GKE Autopilot and Workload Identity

4 min readFeb 1, 2023

Workload Identity enables GKE workloads to impersonate IAM service accounts, allowing them to access Google Cloud services.

The easiest way to test out Workload identity is using a GKE Autopilot cluster which provides sane, production-ready defaults, one of which is to turn on Workload identity on the cluster. This post will go over a quick Workload identity demo with a GKE Autopilot-based workload.

Workload Identity Need

Consider a GKE cluster with one application running in it. This application needs to access a Google Cloud Storage Bucket:

An application would use a service account with appropriate IAM roles to access the Cloud Storage buckets. Prior to Workload Identity the way to expose this service account to an application running inside a GKE pod was the following:

Create a Google Cloud Service Account, grant it the required roles, then export the service key as a json file.
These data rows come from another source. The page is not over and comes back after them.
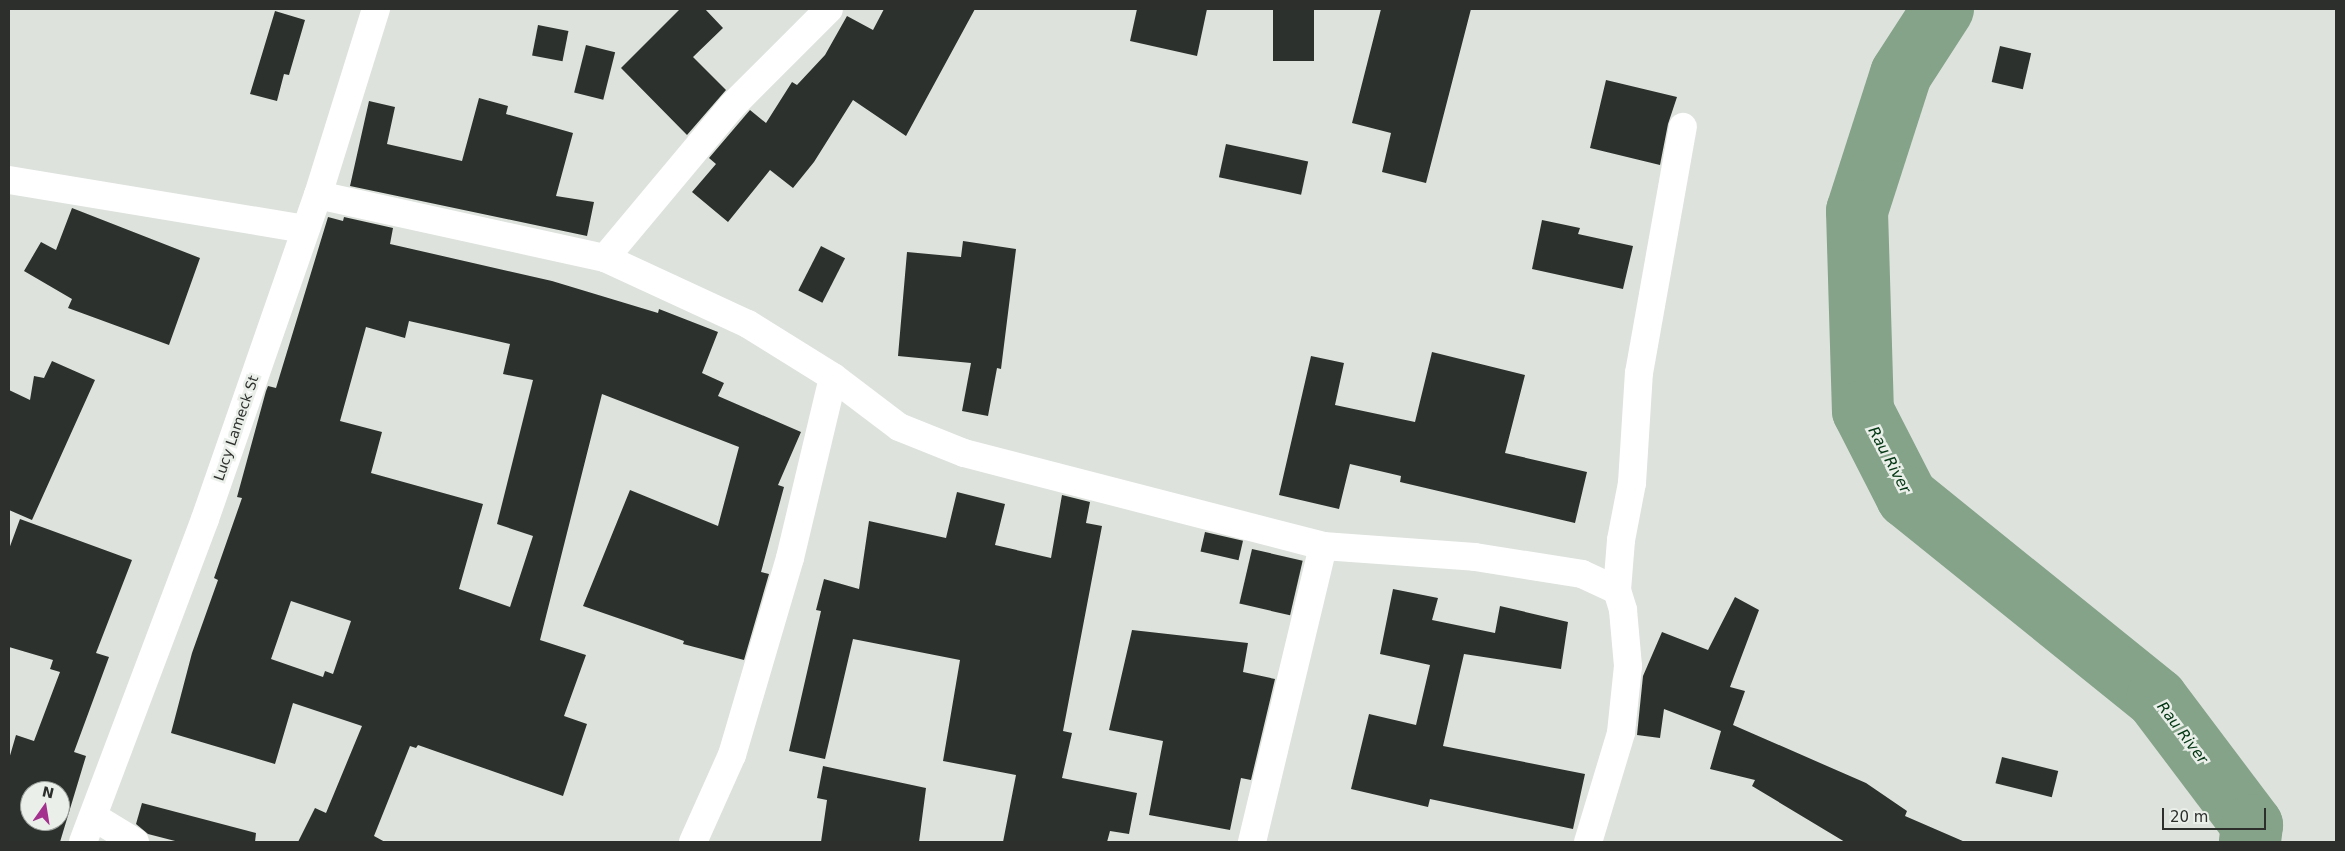 <!DOCTYPE html>
<style>
body{margin:0}
#map{position:relative;width:2345px;height:851px;overflow:hidden;background:#dde2dd;font-family:"DejaVu Sans",sans-serif}
div>[style]{position:absolute}
.river>*{height:62px;margin:-31px;padding:0 31px;transform-origin:31px;border-radius:31px;background:#85a389}
.building>*{inset:0;background:#2d312d;transform-origin:0 0}
.street>*{height:28px;margin:-14px;padding:0 14px;transform-origin:14px;border-radius:14px;background:#fff}
span{translate:-50% -50%;white-space:nowrap;text-align:center;line-height:1.15;-webkit-text-stroke:5px #eaefea;paint-order:stroke}
.street-label{font-size:14px;color:#2d2f2d}
.water-label{font-size:15px;color:#023612;font-style:italic}
.frame{position:absolute;inset:0;border:10px solid #2d2f2d;pointer-events:none}
.north{position:absolute;left:20px;top:781px;width:50px;height:50px;box-sizing:border-box;background:#eaefea;border:1px solid #9ea29e;border-radius:50%;rotate:13deg;font-size:14px;font-weight:700;line-height:20px;text-align:center;color:#2d2f2d}
.north::after{content:'';display:block;margin:auto;width:18px;height:22px;background:#a3318d;clip-path:polygon(50% 0,100% 100%,50% 72%,0 100%)}
.scale{position:absolute;left:2162px;top:808px;width:104px;height:22px;box-sizing:border-box;border:2px solid #2d2f2d;border-top:0;padding-left:6px;font-size:15px;line-height:18px;white-space:nowrap;color:#2d2f2d;-webkit-text-stroke:4px #eaefea;paint-order:stroke}
</style>
<div id="map">
<div class="river">
<i style="left:1943px;top:9px;width:77px;rotate:122.9deg"></i>
<i style="left:1901px;top:74px;width:144px;rotate:107.8deg"></i>
<i style="left:1857px;top:211px;width:200px;rotate:88.3deg"></i>
<i style="left:1863px;top:411px;width:97px;rotate:62.9deg"></i>
<i style="left:1907px;top:497px;width:321px;rotate:38.9deg"></i>
<i style="left:2157px;top:699px;width:158px;rotate:53deg"></i>
<i style="left:2252px;top:825px;width:17px;rotate:97deg"></i>
</div>
<div class="building">
<i style="clip-path:polygon(680px 9px,705px 9px,723px 28px,693px 57px,726px 90px,687px 135px,621px 68px)"></i>
<i style="clip-path:polygon(884px 9px,975px 9px,906px 136px,853px 100px,814px 162px,793px 188px,770px 170px,728px 222px,692px 192px,716px 164px,709px 158px,744px 117px,750px 110px,766px 123px,792px 82px,797px 85px,825px 55px,847px 16px,873px 30px)"></i>
<i style="clip-path:polygon(1137px 9px,1207px 9px,1197px 56px,1130px 41px)"></i>
<i style="left:1273px;top:9px;width:41px;height:52px"></i>
<i style="clip-path:polygon(1381px 9px,1471px 9px,1426px 183px,1382px 172px,1391px 133px,1352px 123px)"></i>
<i style="clip-path:polygon(275px 11px,305px 20px,289px 75px,284px 74px,277px 101px,250px 94px)"></i>
<i style="left:538px;top:25px;width:31px;height:31px;rotate:11deg"></i>
<i style="left:586px;top:45px;width:30px;height:49px;rotate:14deg"></i>
<i style="left:2000px;top:46px;width:32px;height:37px;rotate:13deg"></i>
<i style="clip-path:polygon(1606px 80px,1677px 97px,1668px 124px,1660px 165px,1590px 148px)"></i>
<i style="clip-path:polygon(479px 98px,508px 106px,506px 114px,573px 133px,556px 196px,594px 202px,587px 236px,350px 186px,369px 101px,395px 107px,387px 144px,462px 161px)"></i>
<i style="left:1226px;top:144px;width:84px;height:34px;rotate:12deg"></i>
<i style="clip-path:polygon(72px 208px,200px 258px,169px 345px,68px 308px,72px 299px,24px 271px,41px 242px,56px 250px)"></i>
<i style="clip-path:polygon(evenodd,328px 217px,343px 221px,344px 217px,393px 228px,390px 244px,552px 281px,658px 313px,659px 309px,718px 332px,702px 373px,724px 383px,718px 396px,801px 432px,778px 485px,784px 487px,761px 572px,769px 574px,744px 660px,683px 644px,684px 641px,583px 606px,630px 490px,718px 526px,739px 447px,602px 394px,540px 640px,586px 655px,564px 716px,587px 724px,563px 796px,418px 745px,416px 748px,410px 746px,374px 836px,385px 842px,298px 842px,315px 808px,326px 813px,362px 726px,293px 703px,275px 764px,171px 733px,192px 653px,218px 580px,214px 578px,242px 498px,237px 497px,266px 391px,268px 386px,276px 388px,328px 217px,409px 321px,510px 344px,503px 374px,533px 380px,497px 524px,533px 536px,510px 607px,459px 589px,483px 504px,371px 473px,382px 432px,340px 421px,366px 327px,405px 338px,409px 321px,328px 217px,291px 601px,351px 621px,333px 674px,325px 671px,323px 677px,271px 659px,291px 601px)"></i>
<i style="clip-path:polygon(1542px 220px,1580px 228px,1578px 234px,1633px 246px,1623px 289px,1532px 269px)"></i>
<i style="clip-path:polygon(963px 241px,1016px 249px,1001px 369px,997px 368px,988px 416px,962px 411px,971px 363px,898px 356px,907px 252px,961px 257px)"></i>
<i style="left:821px;top:246px;width:27px;height:50px;rotate:27deg"></i>
<i style="clip-path:polygon(1432px 352px,1525px 375px,1505px 453px,1587px 472px,1575px 523px,1400px 482px,1401px 476px,1350px 464px,1339px 509px,1279px 495px,1311px 356px,1344px 363px,1335px 405px,1415px 422px)"></i>
<i style="clip-path:polygon(52px 361px,95px 380px,32px 520px,9px 510px,9px 390px,30px 400px,34px 376px,44px 378px)"></i>
<i style="clip-path:polygon(957px 492px,1005px 504px,995px 545px,1051px 558px,1062px 495px,1090px 502px,1086px 523px,1102px 526px,1063px 731px,1072px 733px,1062px 778px,1137px 793px,1129px 834px,1110px 831px,1107px 842px,1003px 842px,1016px 775px,943px 761px,960px 660px,853px 639px,825px 759px,789px 751px,821px 611px,816px 610px,824px 579px,859px 589px,869px 521px,946px 538px)"></i>
<i style="clip-path:polygon(evenodd,20px 519px,132px 560px,96px 653px,109px 657px,74px 752px,86px 756px,60px 842px,9px 842px,9px 759px,16px 735px,34px 741px,60px 672px,50px 669px,53px 660px,9px 647px,9px 549px,20px 519px,30px 791px,60px 791px,60px 821px,30px 821px,30px 791px)"></i>
<i style="left:1205px;top:532px;width:39px;height:20px;rotate:13deg"></i>
<i style="left:1252px;top:549px;width:52px;height:56px;rotate:13deg"></i>
<i style="clip-path:polygon(1393px 589px,1438px 598px,1432px 620px,1495px 633px,1500px 606px,1568px 622px,1561px 669px,1464px 654px,1443px 746px,1585px 774px,1573px 829px,1430px 799px,1428px 807px,1351px 789px,1369px 714px,1416px 725px,1430px 665px,1380px 654px)"></i>
<i style="clip-path:polygon(1735px 597px,1759px 610px,1730px 687px,1745px 691px,1733px 725px,1866px 783px,1907px 811px,1905px 816px,1965px 842px,1845px 842px,1752px 786px,1755px 780px,1710px 769px,1721px 731px,1664px 709px,1660px 738px,1637px 735px,1643px 676px,1662px 632px,1708px 650px)"></i>
<i style="clip-path:polygon(1132px 630px,1248px 643px,1243px 672px,1275px 679px,1251px 780px,1241px 778px,1230px 830px,1149px 815px,1163px 741px,1109px 730px)"></i>
<i style="left:2002px;top:757px;width:58px;height:27px;rotate:14deg"></i>
<i style="clip-path:polygon(823px 766px,926px 788px,919px 842px,821px 842px,827px 800px,817px 798px)"></i>
<i style="clip-path:polygon(142px 803px,256px 833px,255px 842px,179px 842px,148px 834px,136px 824px)"></i>
</div>
<div class="street">
<i style="left:9px;top:180px;width:299px;rotate:9.4deg"></i>
<i style="left:318px;top:195px;width:294px;rotate:12.4deg"></i>
<i style="left:605px;top:258px;width:157px;rotate:24.8deg"></i>
<i style="left:748px;top:324px;width:100px;rotate:31.9deg"></i>
<i style="left:833px;top:377px;width:83px;rotate:37.1deg"></i>
<i style="left:899px;top:427px;width:70px;rotate:21.8deg"></i>
<i style="left:964px;top:453px;width:371px;rotate:14.5deg"></i>
<i style="left:1323px;top:546px;width:152px;rotate:4.1deg"></i>
<i style="left:1475px;top:557px;width:108px;rotate:9deg"></i>
<i style="left:1582px;top:574px;width:38px;rotate:25deg"></i>
<i style="left:1617px;top:590px;width:21px;rotate:73deg"></i>
<i style="left:1623px;top:610px;width:56px;rotate:84.9deg"></i>
<i style="left:1628px;top:666px;width:67px;rotate:96deg"></i>
<i style="left:1621px;top:733px;width:114px;rotate:106.8deg"></i>
<i style="left:605px;top:258px;width:198px;rotate:-50.1deg"></i>
<i style="left:732px;top:106px;width:137px;rotate:-45deg"></i>
<i style="left:1617px;top:590px;width:50px;rotate:-85.4deg"></i>
<i style="left:1621px;top:540px;width:58px;rotate:-79.1deg"></i>
<i style="left:1632px;top:483px;width:110px;rotate:-86.4deg"></i>
<i style="left:1639px;top:373px;width:250px;rotate:-79.9deg"></i>
<i style="left:94px;top:817px;width:48px;rotate:31.4deg"></i>
<i style="left:83px;top:842px;width:345px;rotate:-69.3deg"></i>
<i style="left:205px;top:519px;width:343px;rotate:-70.8deg"></i>
<i style="left:318px;top:195px;width:195px;rotate:-72.7deg"></i>
<i style="left:693px;top:842px;width:95px;rotate:-65.9deg"></i>
<i style="left:732px;top:755px;width:205px;rotate:-73.6deg"></i>
<i style="left:790px;top:558px;width:186px;rotate:-76.6deg"></i>
<i style="left:1252px;top:842px;width:304px;rotate:-76.5deg"></i>
</div>
<div class="street-label">
<span style="left:236px;top:428px;rotate:-71deg">Lucy Lameck St</span>
</div>
<div class="water-label">
<span style="left:1889px;top:460px;rotate:62deg">Rau River</span>
<span style="left:2182px;top:733px;rotate:53deg">Rau River</span>
</div>
<div class="frame"></div>
<div class="north">N</div>
<div class="scale">20 m</div>
</div>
Mount this json file as a config map in pods and use the credentials. There is a huge problem with this approach though as the keys cannot be easily rotated and has to be managed in a very combursome way
Using the underlying Compute engine service accounts — this approach is not granular, every pod on a node would end up using the same credentials.

This is where Workload Identity fits in and solves the issues of the previous approaches — the credentials are granular to the specific workload in the pod, credentials are not directly exposed to the workload and thus can be rotated easily.

Basics

Google Cloud Services Clients running on a Google Cloud application runtime like GCE, Cloud Function, Cloud Run etc typically retrieve their credentials using a metadata server.

Metadata server responds to an endpoint with a hostname of “metadata.google.internal”, a call to retrieve the token for a service account from the metadata server looks something like this:

curl -H "Metadata-Flavor: Google" http://metadata.google.internal/computeMetadata/v1/instance/service-accounts/default/token

Workload identity ultimately enables a Metadata server to be available to GKE workloads, this way an application can use the familiar approach of retrieving its credentials from the Metadata server and calling the Google Cloud Services.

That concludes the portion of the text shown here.